Dans notre métier, le plus important est l’observation. C’est le critère essentiel. Il faut une observation rigoureuse de tout ce qui se passe. Il faut être capable de voir tout de suite et de réagir dès qu’il y a trop d’eau dans un paddock, quand une lice est cassée, s’il y a trop de chevaux sur le même paddock… Sans cela, vous allez à la catastrophe.
On en revient toujours au maillon. La surveillance et l’observation doivent être continues.
Nous avons toujours eu une structure « éclatée », c’est-à -dire non centralisée – et je veux que cela reste ainsi. Car le personnel doit être le plus près possible de son stock pour bien travailler.
Le plus important, ce sont les hommes et les femmes. Je veux leur rendre hommage, car ils sont les maillons forts. Et croyez-en mon expérience quand je dis cela, car j’ai connu des maillons faibles… »

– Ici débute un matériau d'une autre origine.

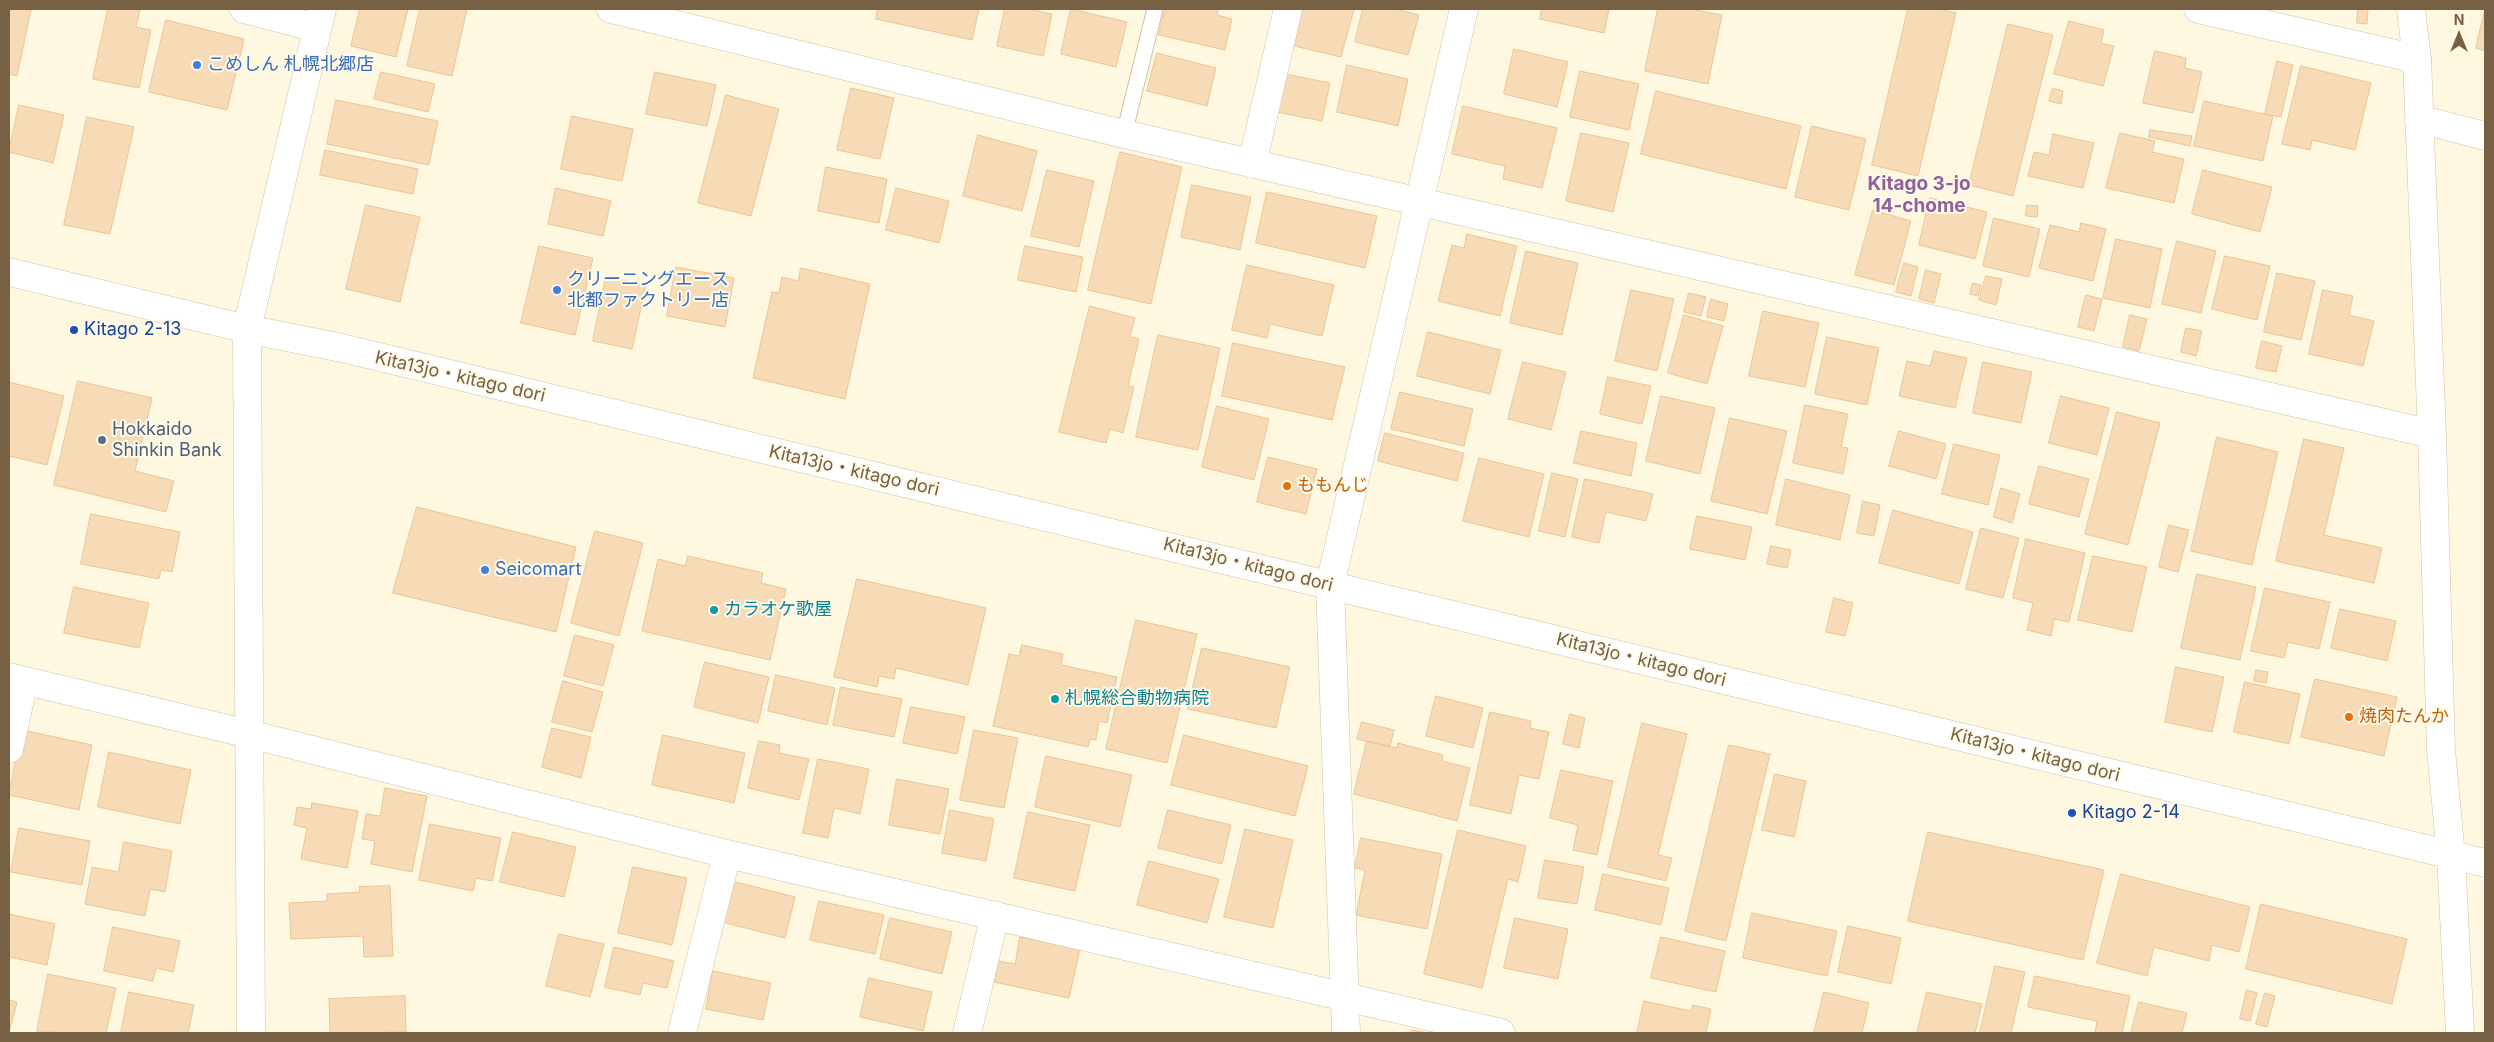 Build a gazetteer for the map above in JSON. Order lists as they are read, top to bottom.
{
  "streets": {
    "street": ["Kita13jo・kitago dori"]
  },
  "districts": ["Kitago 3-jo 14-chome"],
  "places": [
    "こめしん 札幌北郷店",
    "クリーニングエース 北都ファクトリー店",
    "Kitago 2-13",
    "Hokkaido Shinkin Bank",
    "ももんじ",
    "Seicomart",
    "カラオケ歌屋",
    "札幌総合動物病院",
    "焼肉たんか",
    "Kitago 2-14"
  ],
  "north": "top"
} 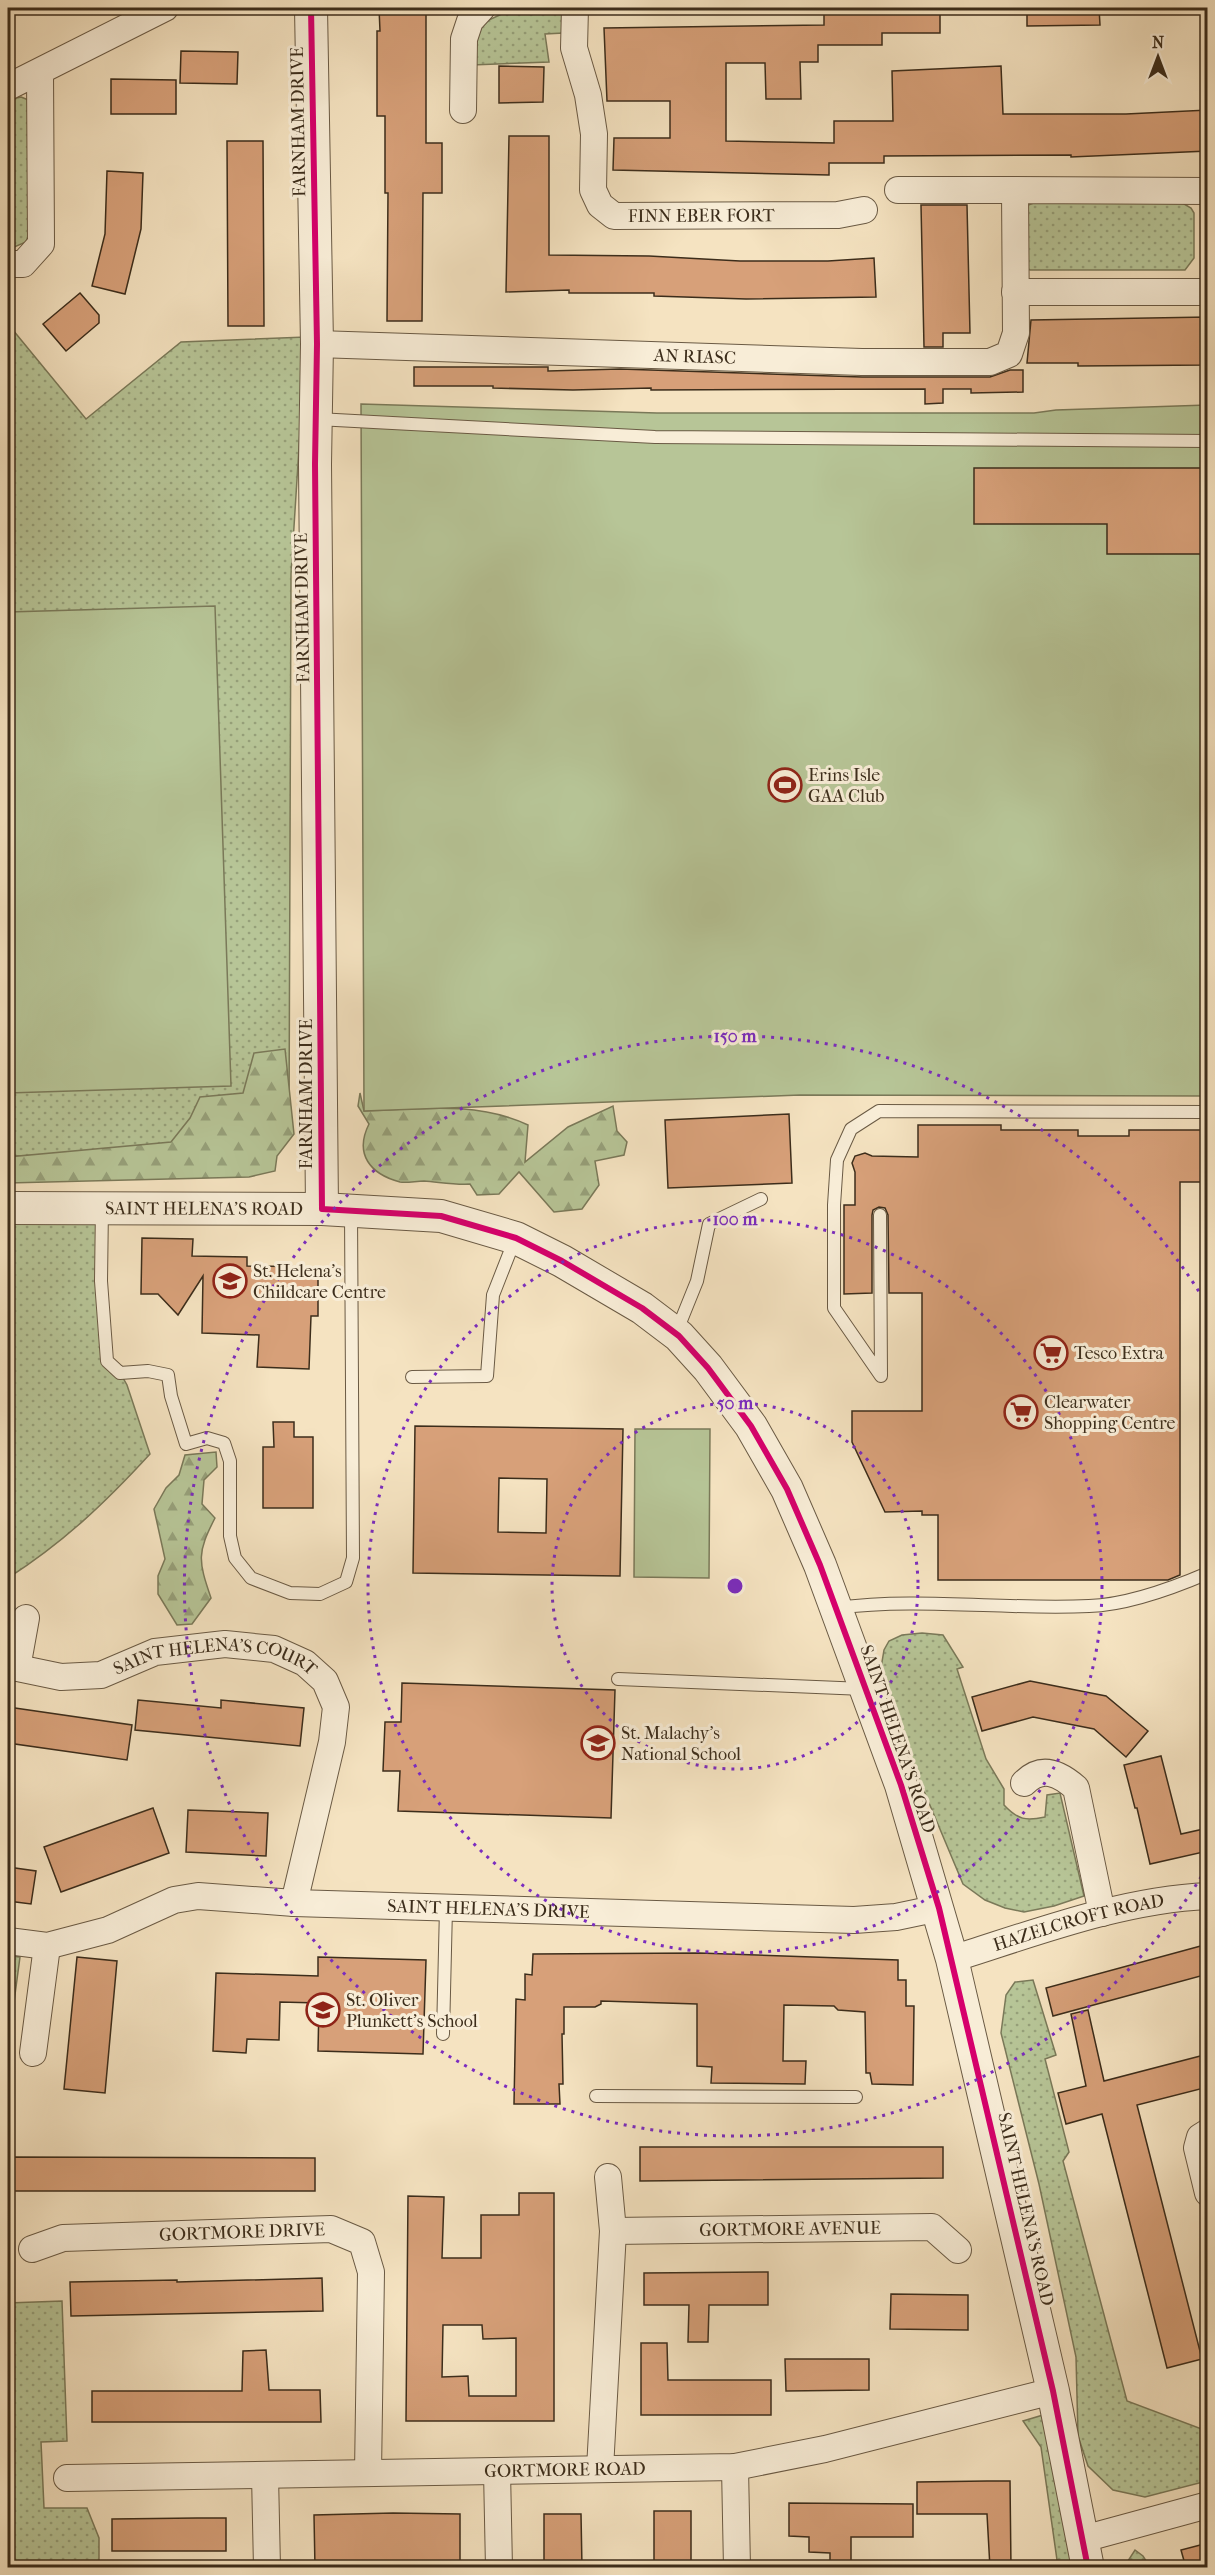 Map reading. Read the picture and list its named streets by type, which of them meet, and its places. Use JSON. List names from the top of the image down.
{
  "streets": {
    "street": [
      "FARNHAM DRIVE",
      "FINN EBER FORT",
      "AN RIASC",
      "SAINT HELENA'S ROAD",
      "SAINT HELENA'S COURT",
      "SAINT HELENA'S DRIVE",
      "HAZELCROFT ROAD",
      "GORTMORE AVENUE",
      "GORTMORE DRIVE",
      "GORTMORE ROAD"
    ]
  },
  "crossings": [
    ["FARNHAM DRIVE", "AN RIASC"],
    ["FARNHAM DRIVE", "SAINT HELENA'S ROAD"],
    ["SAINT HELENA'S ROAD", "SAINT HELENA'S DRIVE"],
    ["SAINT HELENA'S ROAD", "HAZELCROFT ROAD"],
    ["SAINT HELENA'S ROAD", "GORTMORE ROAD"],
    ["SAINT HELENA'S COURT", "SAINT HELENA'S DRIVE"],
    ["GORTMORE DRIVE", "GORTMORE ROAD"]
  ],
  "places": {
    "sports": ["Erins Isle GAA Club"],
    "school or university": ["St. Helena's Childcare Centre", "St. Malachy's National School", "St. Oliver Plunkett's School"],
    "supermarket": ["Tesco Extra", "Clearwater Shopping Centre"]
  },
  "north": "top",
  "rings": ["150 m", "100 m", "50 m"]
} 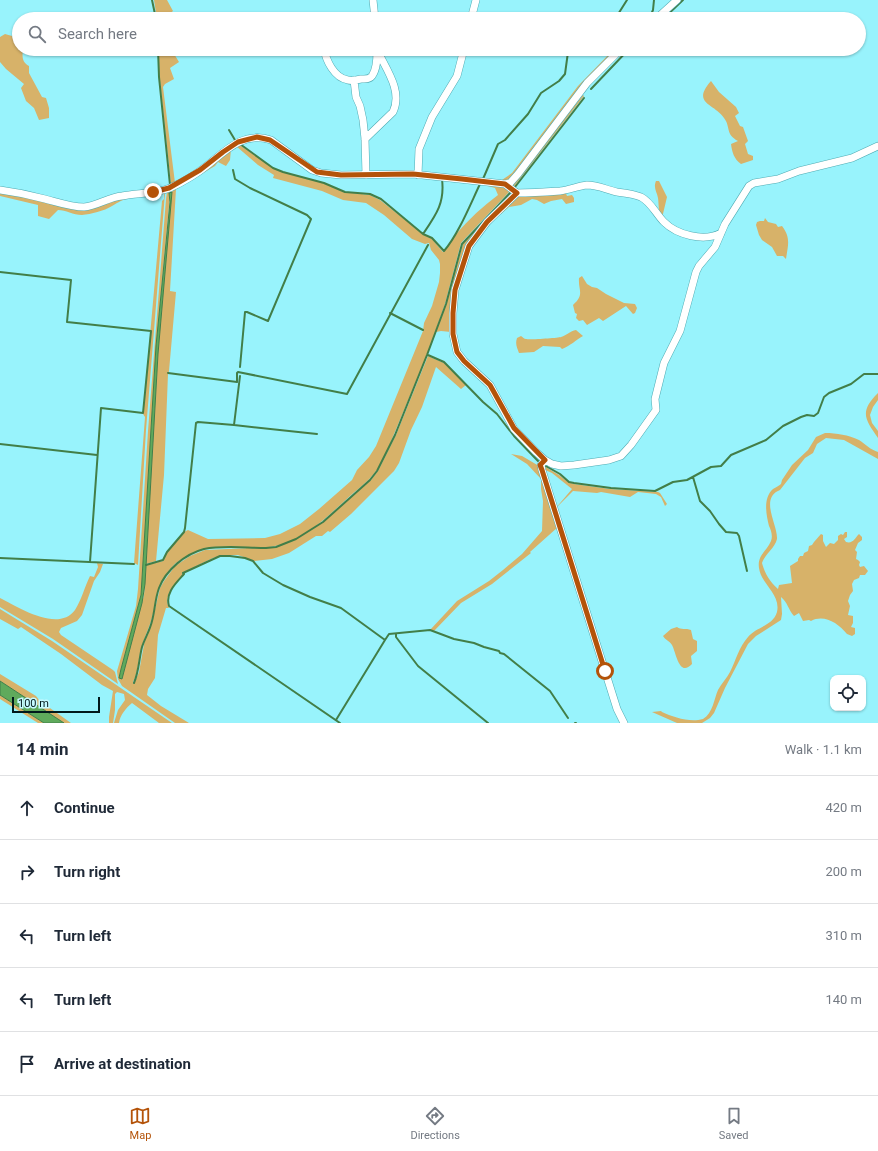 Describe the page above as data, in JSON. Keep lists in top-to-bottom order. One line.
{"scale_bar":"100 m","page":{"search":"Search here","scale":"100 m","heading":["14 min","Walk · 1.1 km"],"list":[["Continue","420 m"],["Turn right","200 m"],["Turn left","310 m"],["Turn left","140 m"],"Arrive at destination"],"nav":["Map","Directions","Saved"]}} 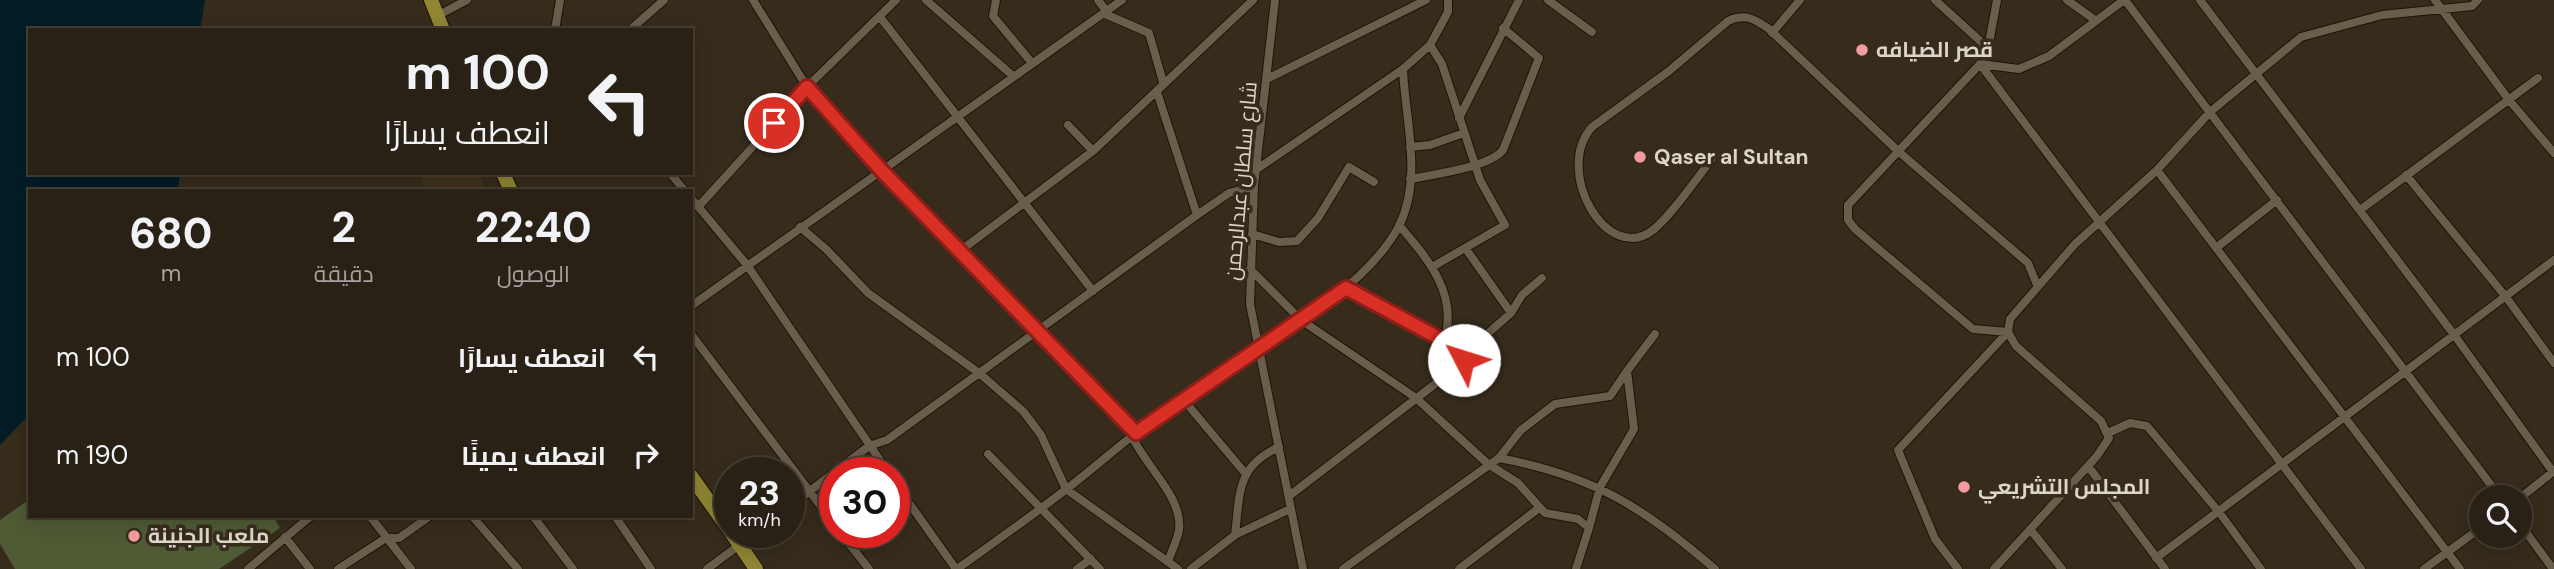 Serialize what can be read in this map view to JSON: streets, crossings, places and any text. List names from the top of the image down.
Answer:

Une longue formation de terrain
« En 1960, à la mort de mon père, que nous n’attendions pas puisqu’il s’agissait d’un accident, nous avons dû faire face à une seconde succession en très peu de temps, puisque mon grand-père était décédé peu d’années auparavant [en 1957, ndlr]. Mon grand-père avait trois héritiers : sa veuve, mon oncle, qui était le demi-frère de mon père, et mon père. Puis, à la mort de mon père, il y eut à nouveau trois héritiers : ma sœur, mon frère et moi. Pour payer les droits de succession, nous avons donc fait le choix de monétiser nos meilleures juments et de ne conserver que les jeunes poulinières dont nous connaissions mal le potentiel au haras. Il nous a donc fallu tout recommencer.
Je ne connaissais rien aux courses. Jamais je n’avais eu l’occasion de suivre mon père ou mon grand-père dans leur passion. De plus, à l’époque, au début des années 1960, j’avais succédé à mon grand-père dans ses activités politiques et religieuses, et j’avais des responsabilités énormes dans un contexte très lourd et difficile en Afrique et en Asie – celui des indépendances.
J’avais passé neuf ans en Suisse, trois ans et demi à Harvard, aux États-Unis, puis j’avais repris la gestion des affaires de mon grand-père avant de retourner aux États-Unis pour y finir mes études ! Donc les courses…
Quand mon père est mort, je ne voulais pas entamer le passé. J’avais un devoir de continuité. Je me suis donné six mois de réflexion. Il me fallait apprendre. Finalement, j’ai décidé d’essayer. Et tout de suite, je me suis dit que je ne céderais pas ! J’irais jusqu’au bout ! Si c’est pour n’y aller qu’à moitié, autant faire comme Arnaud Lagardère et se dire que c’est la fin d’une époque.
Mon apprentissage a duré vingt ans. »
PARTIE 2 : LE BREEDING STOCK
La question de la jumenterie
« Pour moi, la base, ce sont les pouliches. Avec Mandesha, Darjina et Zarkava, vous avez les bonnes bases pour construire un élevage moderne, non ?
Zarkava apporte une plus-value significative à environ vingt de nos juments. C’est un impact important pour la souche. Malheureusement, comme nous ne sommes pas propriétaires de Zamindar, la victoire dans l’Arc n’a pas d’impact sur notre parc d’étalons.
J’ai passé des années à réfléchir à la bonne dimension de la jumenterie. Je cherchais le bon équilibre entre les probabilités de succès et le risque de surdimensionnement. Aujourd’hui, j’ai fixé le nombre minimum de juments à 145-155.